Mal wieder ein richtig gutes Interview. Vielen Dank.

Baran 12 Trollwächter - 826 - 27. April 2011 - 13:01 #

Feines Interview. Vor allen Dingen ist es weit informativer als das mit dem von mir höchst geschätzten Miyamoto-San, was natürlich nachvollziehbar ist, da Mr. Taylor sehr viel größere, aber dennoch sympathische Labertasche ist als der Nintendo Chief of Game Design. Dazu kommt noch, daß es hier auch mal um eine negative Erfahrung geht und nicht nur um die Promo für ein tolles neues Spiel (auch wenn er natürlich immer wieder mit "übergroßer" Freude seine Teilnahme an AoEO bekundet, er ist halt Profi).

Gerne mehr Interviews solchen Kalibers, auch mit einer solchen Ausrichtung, die dann nicht eine reine Promotion-Fragerunde darstellt.

In welchem Zusammenhang ist das Interview eigentlich entstanden? Er wird dem Jörg wahrscheinlich nicht einfach so in München über den Weg gelaufen sein, oder? ;) AoEO-Promo-Tag?

Jörg Langer Chefredakteur - P - 469344 - 27. April 2011 - 23:20 #

Nein, es stammt noch vom letzten Tag der GDC :-) Sind die letzten Wochen nur nicht dazu gekommen, es abzutippen.

rapidthor 14 Komm-Experte - 2693 - 27. April 2011 - 19:30 #

Super Interview, aber gerade bei Chris Taylor hätte ich gerne wieder ein Videointerview gehabt.

JakillSlavik 17 Shapeshifter - 7253 - 27. April 2011 - 20:40 #

"Hello GlobalGamers, i'm Chris Taylor from Gas Powered Games and... oh wait...!?"

Auja, das wäre fein = )
Aber im Allgemeinen bin ich immer sehr mit den Interviews von Jörg zufrieden. Die sind immer ein interessanter Grad zwischen Ergänzung und Herausforderung. Mir wird immer stark der Eindruck eines harmonischen Gesprächs mit vielen Erläuterungen für den Endempfänger vermittelt.

Anonymous (unregistriert) 27. April 2011 - 21:00 #

Also ich bin nicht so begeistert von seinen Ansichten, weil ich am liebsten Blockbuster Filme ansehe und nicht vielleicht häppchenweise einen Film wo ich noch "Premiuminhalte" zusätzlich dazukaufen muss um die ganze Geschichte zu erfahren.

Hartmann (unregistriert) 28. April 2011 - 0:57 #

..dann hast du nicht aufmerksam gelesen was er aussagt: er meint, der Spiele-Markt wird facettenreicher und diversifizierter; nicht, dass er sich in nur eine best. Richtung bewegt.

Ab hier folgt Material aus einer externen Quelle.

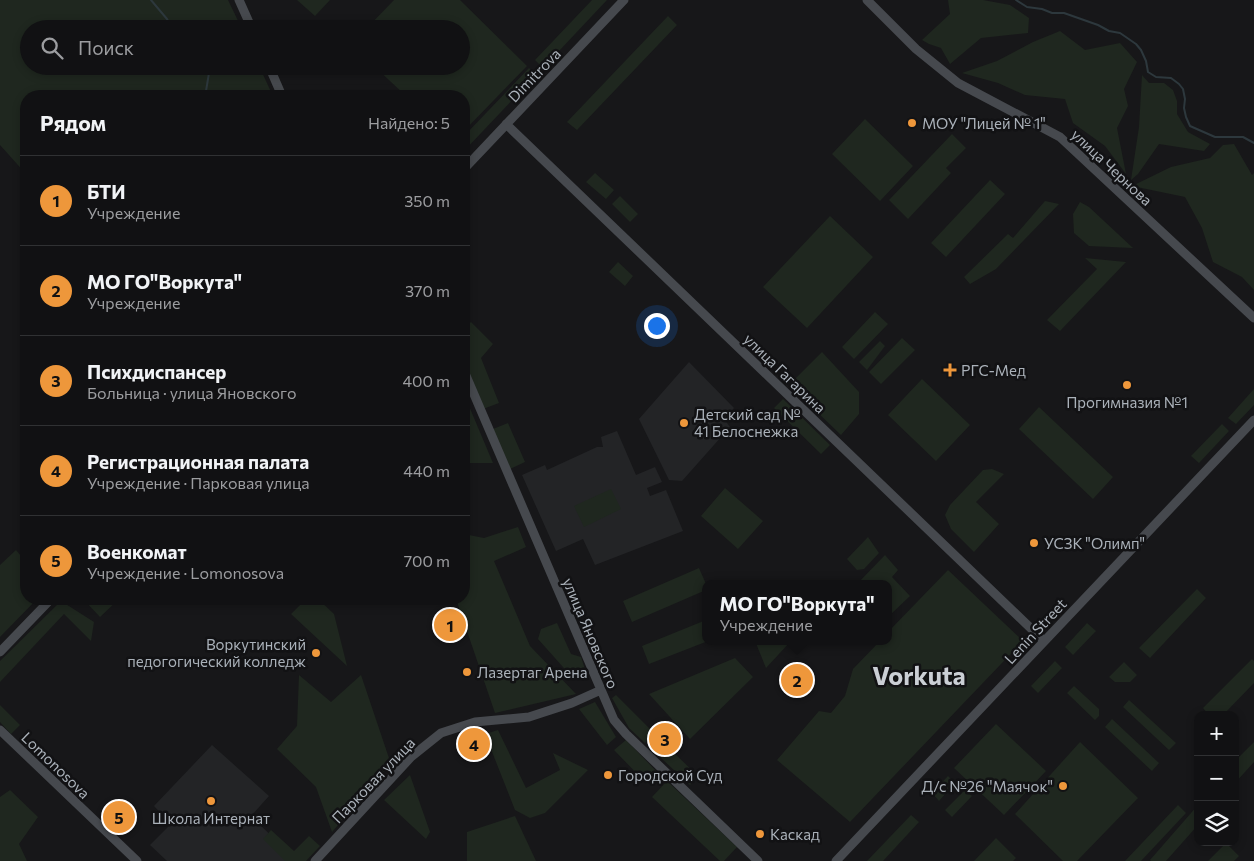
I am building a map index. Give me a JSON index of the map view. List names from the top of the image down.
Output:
{
  "streets": {
    "main road": [
      "Dimitrova",
      "улица Чернова",
      "улица Гагарина",
      "Lenin Street",
      "улица Яновского",
      "Lomonosova",
      "Парковая улица"
    ]
  },
  "crossings": [
    ["Dimitrova", "улица Гагарина"],
    ["улица Гагарина", "Lenin Street"],
    ["улица Яновского", "Парковая улица"]
  ],
  "districts": ["Vorkuta"],
  "places": {
    "other": [
      "МОУ \"Лицей № 1\"",
      "Прогимназия №1",
      "Детский сад № 41 Белоснежка",
      "УСЗК \"Олимп\"",
      "Воркутинский педогогический колледж",
      "Лазертаг Арена",
      "Городской Суд",
      "Д/с №26 \"Маячок\"",
      "Школа Интернат",
      "Каскад"
    ],
    "health": ["РГС-Мед"]
  },
  "page": {
    "search": "Поиск",
    "heading": ["Рядом", "Найдено: 5"],
    "list": [
      {
        "mark": "1",
        "name": "БТИ",
        "note": "Учреждение",
        "value": "350 m"
      },
      {
        "mark": "2",
        "name": "МО ГО\"Воркута\"",
        "note": "Учреждение",
        "value": "370 m"
      },
      {
        "mark": "3",
        "name": "Психдиспансер",
        "note": "Больница · улица Яновского",
        "value": "400 m"
      },
      {
        "mark": "4",
        "name": "Регистрационная палата",
        "note": "Учреждение · Парковая улица",
        "value": "440 m"
      },
      {
        "mark": "5",
        "name": "Военкомат",
        "note": "Учреждение · Lomonosova",
        "value": "700 m"
      }
    ],
    "popup": ["МО ГО\"Воркута\"", "Учреждение"],
    "pins": [
      "1",
      "2",
      "3",
      "4",
      "5"
    ],
    "map_buttons": ["+", "−"]
  }
}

Zumbi (unregistriert) 28. April 2011 - 7:50 #

Ein Interview kann nur so gut sein, wie sein Interviewer. Und dieses Interview finde ich richtig gut! Danke Jörg.

Asto 15 Kenner - 2904 - 20. Juli 2011 - 18:38 #

Signed. Bin immer wieder beeindruckt :)

Heinzel (unregistriert) 29. April 2011 - 16:31 #

Der Typ hat doch einen an der Tüte: Große Videospiele und Computerspiele wird es immer geben nicht nur noch ein paar Jahre. Das Brwoserzeug ist doch alles mist. Independents sind was andres, aber wer will denn nur indi-zeugs spielen?